Write out every line exactly, from the start of the records below to the line with "position:absolute; left:1370px; top:16px;", and stop there. Don't write out the pictures.

(Stored data entries)
• • • •

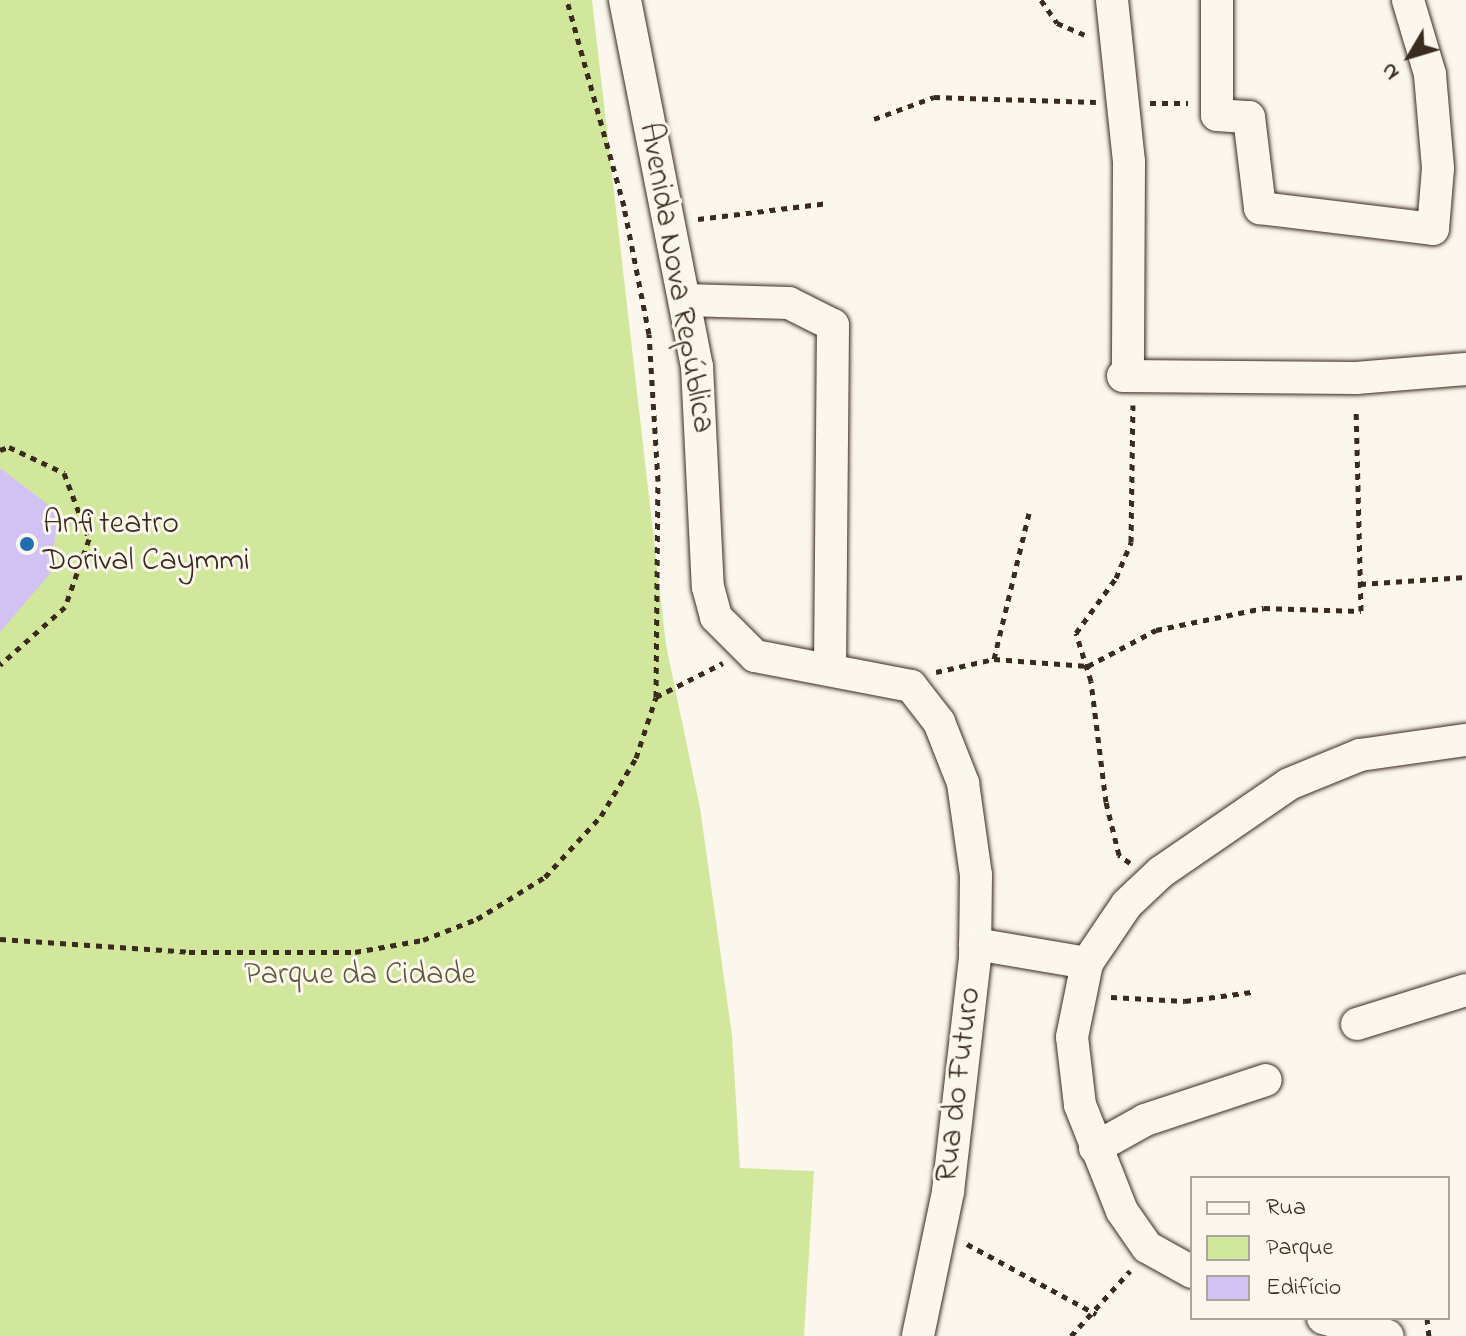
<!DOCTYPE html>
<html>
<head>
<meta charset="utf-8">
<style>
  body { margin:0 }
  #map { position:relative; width:1466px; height:1336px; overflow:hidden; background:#fbf7ec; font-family:"Indie Flower",sans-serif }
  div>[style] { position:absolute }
  .green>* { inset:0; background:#d0e79c }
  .building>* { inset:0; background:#d2c2f4 }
  .path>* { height:5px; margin-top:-2.5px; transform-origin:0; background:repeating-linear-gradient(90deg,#3b2a1e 0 6px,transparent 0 12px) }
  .roads { filter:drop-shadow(0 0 2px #3b2a1e) drop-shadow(0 0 2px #3b2a1e) }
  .minor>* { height:32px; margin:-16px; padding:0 16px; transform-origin:16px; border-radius:16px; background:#fbf7ec }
  .dots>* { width:22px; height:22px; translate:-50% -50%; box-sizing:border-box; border:4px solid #fbf7ec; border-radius:50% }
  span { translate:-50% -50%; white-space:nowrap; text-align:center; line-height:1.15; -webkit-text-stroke:6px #fbf7ec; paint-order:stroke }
  .street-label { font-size:32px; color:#3b2a1e }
  .poi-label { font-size:32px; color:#3b2a1e }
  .left { translate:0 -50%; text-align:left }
  .park-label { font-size:32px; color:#60593e }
  .legend { position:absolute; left:1190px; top:1176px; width:260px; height:144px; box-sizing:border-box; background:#fbf7ec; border:2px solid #aea59a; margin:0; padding:10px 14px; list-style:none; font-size:24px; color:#3b2a1e }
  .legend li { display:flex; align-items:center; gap:16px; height:40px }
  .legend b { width:40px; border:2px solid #aea59a }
  .north { position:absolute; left:1370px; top:16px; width:80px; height:80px; -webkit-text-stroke:6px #fbf7ec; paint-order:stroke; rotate:232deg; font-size:22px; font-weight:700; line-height:32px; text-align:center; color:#3b2a1e }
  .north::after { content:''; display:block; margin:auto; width:28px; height:36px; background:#3b2a1e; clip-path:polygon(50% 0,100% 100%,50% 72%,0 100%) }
</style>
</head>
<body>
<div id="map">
  <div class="green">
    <div style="clip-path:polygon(0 0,592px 0,666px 645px,700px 808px,732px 1035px,740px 1168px,814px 1171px,804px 1336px,0 1336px)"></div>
  </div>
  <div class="building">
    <div style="clip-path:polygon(0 468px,59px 513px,49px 575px,0 632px)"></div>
  </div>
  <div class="path">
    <div style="left:1041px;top:0;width:28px;rotate:55deg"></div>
    <div style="left:1057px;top:23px;width:30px;rotate:23deg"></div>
    <div style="left:1150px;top:103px;width:38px"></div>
    <div style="left:874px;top:119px;width:64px;rotate:-20.1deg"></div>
    <div style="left:934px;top:97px;width:162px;rotate:1.8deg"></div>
    <div style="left:698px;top:219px;width:131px;rotate:-7deg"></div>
    <div style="left:0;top:450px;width:9px;rotate:-18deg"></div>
    <div style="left:9px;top:447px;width:61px;rotate:25.3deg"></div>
    <div style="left:64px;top:473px;width:71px;rotate:69.3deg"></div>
    <div style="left:89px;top:539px;width:72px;rotate:109.4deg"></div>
    <div style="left:65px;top:607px;width:87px;rotate:138.3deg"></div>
    <div style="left:1360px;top:584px;width:106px;rotate:-3.8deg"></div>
    <div style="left:994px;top:659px;width:150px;rotate:-76.5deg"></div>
    <div style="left:936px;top:672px;width:59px;rotate:-12.6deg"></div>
    <div style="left:994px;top:659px;width:94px;rotate:4.3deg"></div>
    <div style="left:1088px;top:666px;width:77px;rotate:-27.9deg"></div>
    <div style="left:1156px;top:630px;width:110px;rotate:-11.5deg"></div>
    <div style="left:1264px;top:608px;width:97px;rotate:1.8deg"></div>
    <div style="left:1361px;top:611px;width:203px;rotate:-91.4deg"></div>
    <div style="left:656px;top:697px;width:75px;rotate:-26.9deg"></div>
    <div style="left:1130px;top:863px;width:14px;rotate:-144deg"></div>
    <div style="left:1119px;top:855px;width:55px;rotate:-103.8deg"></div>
    <div style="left:1106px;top:802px;width:122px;rotate:-97.1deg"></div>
    <div style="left:1091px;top:681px;width:50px;rotate:-107.4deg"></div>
    <div style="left:1076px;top:633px;width:68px;rotate:-54deg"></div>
    <div style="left:1116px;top:578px;width:39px;rotate:-67deg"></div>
    <div style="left:1131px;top:542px;width:137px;rotate:-89.2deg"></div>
    <div style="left:0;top:939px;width:189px;rotate:3.9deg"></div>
    <div style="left:189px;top:952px;width:166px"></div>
    <div style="left:355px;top:952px;width:69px;rotate:-10deg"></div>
    <div style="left:423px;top:940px;width:58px;rotate:-21.3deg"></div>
    <div style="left:477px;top:919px;width:80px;rotate:-31.7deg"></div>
    <div style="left:545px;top:877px;width:83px;rotate:-47.4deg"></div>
    <div style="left:601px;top:816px;width:68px;rotate:-58.9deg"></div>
    <div style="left:636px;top:758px;width:64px;rotate:-71.8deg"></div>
    <div style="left:656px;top:697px;width:216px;rotate:-89.5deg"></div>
    <div style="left:658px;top:481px;width:147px;rotate:-93.5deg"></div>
    <div style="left:649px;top:334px;width:130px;rotate:-101.1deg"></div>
    <div style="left:624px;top:206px;width:214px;rotate:-105.5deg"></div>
    <div style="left:1111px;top:997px;width:74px;rotate:3.1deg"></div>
    <div style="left:1185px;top:1001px;width:67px;rotate:-7.8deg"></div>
    <div style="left:967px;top:1244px;width:147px;rotate:28.5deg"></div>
    <div style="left:1427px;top:1318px;width:18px;rotate:84deg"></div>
    <div style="left:1071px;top:1336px;width:88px;rotate:-47.8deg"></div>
  </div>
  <div class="roads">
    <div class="minor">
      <div style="left:625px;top:0;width:373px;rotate:78.9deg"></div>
      <div style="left:697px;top:366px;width:221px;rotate:87.2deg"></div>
      <div style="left:708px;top:587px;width:31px;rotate:75deg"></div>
      <div style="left:716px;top:617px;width:55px;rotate:45deg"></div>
      <div style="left:755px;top:656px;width:159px;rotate:10.9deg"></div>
      <div style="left:911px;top:686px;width:46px;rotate:52.1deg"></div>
      <div style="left:939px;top:722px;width:66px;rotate:68.5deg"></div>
      <div style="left:963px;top:783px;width:93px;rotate:82deg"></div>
      <div style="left:976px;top:875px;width:83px;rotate:90.7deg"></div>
      <div style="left:975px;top:958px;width:236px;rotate:96.6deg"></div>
      <div style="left:948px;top:1192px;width:147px;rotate:101.8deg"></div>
      <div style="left:1112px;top:0;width:163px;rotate:84deg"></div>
      <div style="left:1129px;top:162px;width:214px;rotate:90.3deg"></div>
      <div style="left:1217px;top:0;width:115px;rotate:90deg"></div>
      <div style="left:1217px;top:115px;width:32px;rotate:4deg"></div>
      <div style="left:1249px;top:117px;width:92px;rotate:83.1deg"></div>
      <div style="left:1260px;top:208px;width:174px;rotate:6.9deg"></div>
      <div style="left:1433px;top:229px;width:61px;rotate:-85.3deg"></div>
      <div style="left:1438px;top:168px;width:94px;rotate:-94.9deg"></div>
      <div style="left:1430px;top:74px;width:77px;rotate:-106.6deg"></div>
      <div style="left:685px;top:300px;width:104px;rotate:1.7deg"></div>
      <div style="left:789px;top:303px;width:49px;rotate:26.6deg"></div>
      <div style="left:833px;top:325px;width:345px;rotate:90.5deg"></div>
      <div style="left:1123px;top:376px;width:233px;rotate:0.5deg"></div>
      <div style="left:1356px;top:378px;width:110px;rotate:-4.7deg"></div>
      <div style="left:975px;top:944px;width:114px;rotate:9.6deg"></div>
      <div style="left:1357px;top:1024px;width:114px;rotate:-17.3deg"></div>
      <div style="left:1095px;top:1148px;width:57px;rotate:-29.2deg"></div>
      <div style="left:1145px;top:1120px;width:127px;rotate:-18.3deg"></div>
      <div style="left:1192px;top:1272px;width:51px;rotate:-150.9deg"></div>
      <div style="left:1147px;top:1247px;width:44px;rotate:-124.8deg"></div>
      <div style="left:1122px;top:1211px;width:114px;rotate:-111.6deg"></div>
      <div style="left:1080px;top:1105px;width:68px;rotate:-96.7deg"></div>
      <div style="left:1072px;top:1037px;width:76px;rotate:-78.5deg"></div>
      <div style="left:1087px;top:963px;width:71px;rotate:-55.9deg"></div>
      <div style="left:1127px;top:904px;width:47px;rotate:-43.3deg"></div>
      <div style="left:1161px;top:872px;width:155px;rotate:-34.5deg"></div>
      <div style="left:1289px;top:784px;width:77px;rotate:-22.2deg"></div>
      <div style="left:1360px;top:755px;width:107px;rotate:-8.1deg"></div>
      <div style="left:1323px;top:1318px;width:67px;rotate:15.5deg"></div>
    </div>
  </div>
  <div class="dots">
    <div style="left:27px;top:544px;background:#1f6fb2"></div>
  </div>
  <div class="street-label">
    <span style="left:675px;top:278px;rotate:80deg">Avenida Nova República</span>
    <span style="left:960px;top:1085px;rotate:-83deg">Rua do Futuro</span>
  </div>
  <div class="poi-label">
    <span class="left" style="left:43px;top:544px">Anfiteatro<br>Dorival Caymmi</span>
  </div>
  <div class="park-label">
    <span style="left:360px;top:976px">Parque da Cidade</span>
  </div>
  <ul class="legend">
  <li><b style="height:10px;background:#fbf7ec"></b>Rua</li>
  <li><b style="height:22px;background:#d0e79c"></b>Parque</li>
  <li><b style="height:22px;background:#d2c2f4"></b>Edifício</li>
  </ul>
  <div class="north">N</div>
</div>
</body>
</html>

• • • •

» Solution for this task
<!DOCTYPE html>
<html>
<head>
<meta charset="utf-8">
<style>
  body { margin:0 }
  #map { position:relative; width:1466px; height:1336px; overflow:hidden; background:#fbf7ec; font-family:"Indie Flower",sans-serif }
  div>[style] { position:absolute }
  .green>* { inset:0; background:#d0e79c }
  .building>* { inset:0; background:#d2c2f4 }
  .path>* { height:5px; margin-top:-2.5px; transform-origin:0; background:repeating-linear-gradient(90deg,#3b2a1e 0 6px,transparent 0 12px) }
  .roads { filter:drop-shadow(0 0 2px #3b2a1e) drop-shadow(0 0 2px #3b2a1e) }
  .minor>* { height:32px; margin:-16px; padding:0 16px; transform-origin:16px; border-radius:16px; background:#fbf7ec }
  .dots>* { width:22px; height:22px; translate:-50% -50%; box-sizing:border-box; border:4px solid #fbf7ec; border-radius:50% }
  span { translate:-50% -50%; white-space:nowrap; text-align:center; line-height:1.15; -webkit-text-stroke:6px #fbf7ec; paint-order:stroke }
  .street-label { font-size:32px; color:#3b2a1e }
  .poi-label { font-size:32px; color:#3b2a1e }
  .left { translate:0 -50%; text-align:left }
  .park-label { font-size:32px; color:#60593e }
  .legend { position:absolute; left:1190px; top:1176px; width:260px; height:144px; box-sizing:border-box; background:#fbf7ec; border:2px solid #aea59a; margin:0; padding:10px 14px; list-style:none; font-size:24px; color:#3b2a1e }
  .legend li { display:flex; align-items:center; gap:16px; height:40px }
  .legend b { width:40px; border:2px solid #aea59a }
  .north { position:absolute; left:1370px; top:16px; width:80px; height:80px; -webkit-text-stroke:6px #fbf7ec; paint-order:stroke; rotate:232deg; font-size:22px; font-weight:700; line-height:32px; text-align:center; color:#3b2a1e }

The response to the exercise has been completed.